The board will require a bit advanced assembly procedure, as 4 pins on receiver have to be cut off (to make room for other traces), the bypass caps on the receiver need to be soldered directly to its PS pins, there is one SMD regulator (for ths DAC: in order to disipate heat better, and because there was no room for TO-92 package), the bypass cap on DAC goes over the receiver chip. This is a bit of a 3-D layout, but not confusing in any way. All those choices were made in order to simplify signal paths and possibly improve performance ;)

The board accepts only through hole version of CS8412 (and I have at least 100pcs of those chips available). It will be also gold plated, with clear mask.

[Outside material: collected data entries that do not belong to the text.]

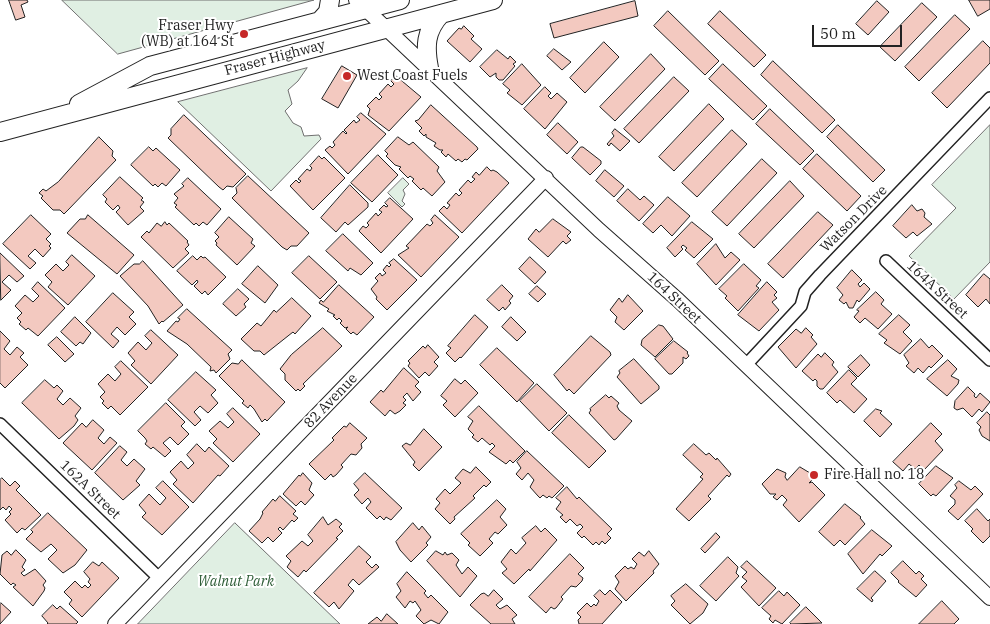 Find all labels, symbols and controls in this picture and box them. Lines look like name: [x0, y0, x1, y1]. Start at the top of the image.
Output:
scale bar: [815, 15, 905, 47]
place label: Fraser Hwy (WB) at 164 St: [141, 18, 234, 50]
text: 50 m: [820, 24, 856, 43]
marker: Fraser Hwy (WB) at 164 St: [238, 28, 250, 40]
street label: Fraser Highway: [223, 37, 327, 79]
place label: West Coast Fuels: [357, 68, 468, 84]
marker: West Coast Fuels: [341, 70, 353, 82]
street label: Watson Drive: [817, 182, 891, 256]
street label: 164A Street: [903, 257, 971, 323]
street label: 164 Street: [643, 269, 705, 327]
street label: 82 Avenue: [301, 370, 361, 432]
street label: 162A Street: [56, 457, 124, 523]
place label: Fire Hall no. 18: [824, 467, 924, 483]
marker: Fire Hall no. 18: [808, 469, 820, 481]
park label: Walnut Park: [198, 574, 274, 590]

There will be another board made as well, accomodating both versions of receiver, and without transformer on board. This board will feature on board regulators for batteries recharging.
 
DAC Chasis

Peter,

Is there any chance of including 2 x 3 aluminum square tubing
with a kit? Or is it something that's easy to pick up, like at
Metal Supermarkets?

Do you have a recipe for a RCA to BNC cable?

I'm glad i waited and didn't spend the cash on a different kit!

:devilr:


m.
 
Retired diyAudio Moderator
Joined 2002
Re: DAC Chasis

moe29 said:
Peter,

Is there any chance of including 2 x 3 aluminum square tubing
with a kit? Or is it something that's easy to pick up, like at
Metal Supermarkets?

Do you have a recipe for a RCA to BNC cable?

I'm glad i waited and didn't spend the cash on a different kit!

:devilr:
m.

Metal Supermarkets stocks the 2x3" aluminum tubing. I picked up some a while back.

--
Brian
 
Apogee Wyde-Eye http://cls.audiogon.com/cgi-bin/cls.pl?cablintr&1112109257 is a pretty good sounding budget interconnect. I had a chance recently to compare it to Illuminati D-60 and in brief comparison it wasn't really behind, and actually preferred by some of my friends.

The board will be at least $35, and I will come up with budget oriented (parts) kit version: will also be selling set of chips, but the best version of parts selection is approx $200 (including transformer). I'm not sure how many would be interested in that?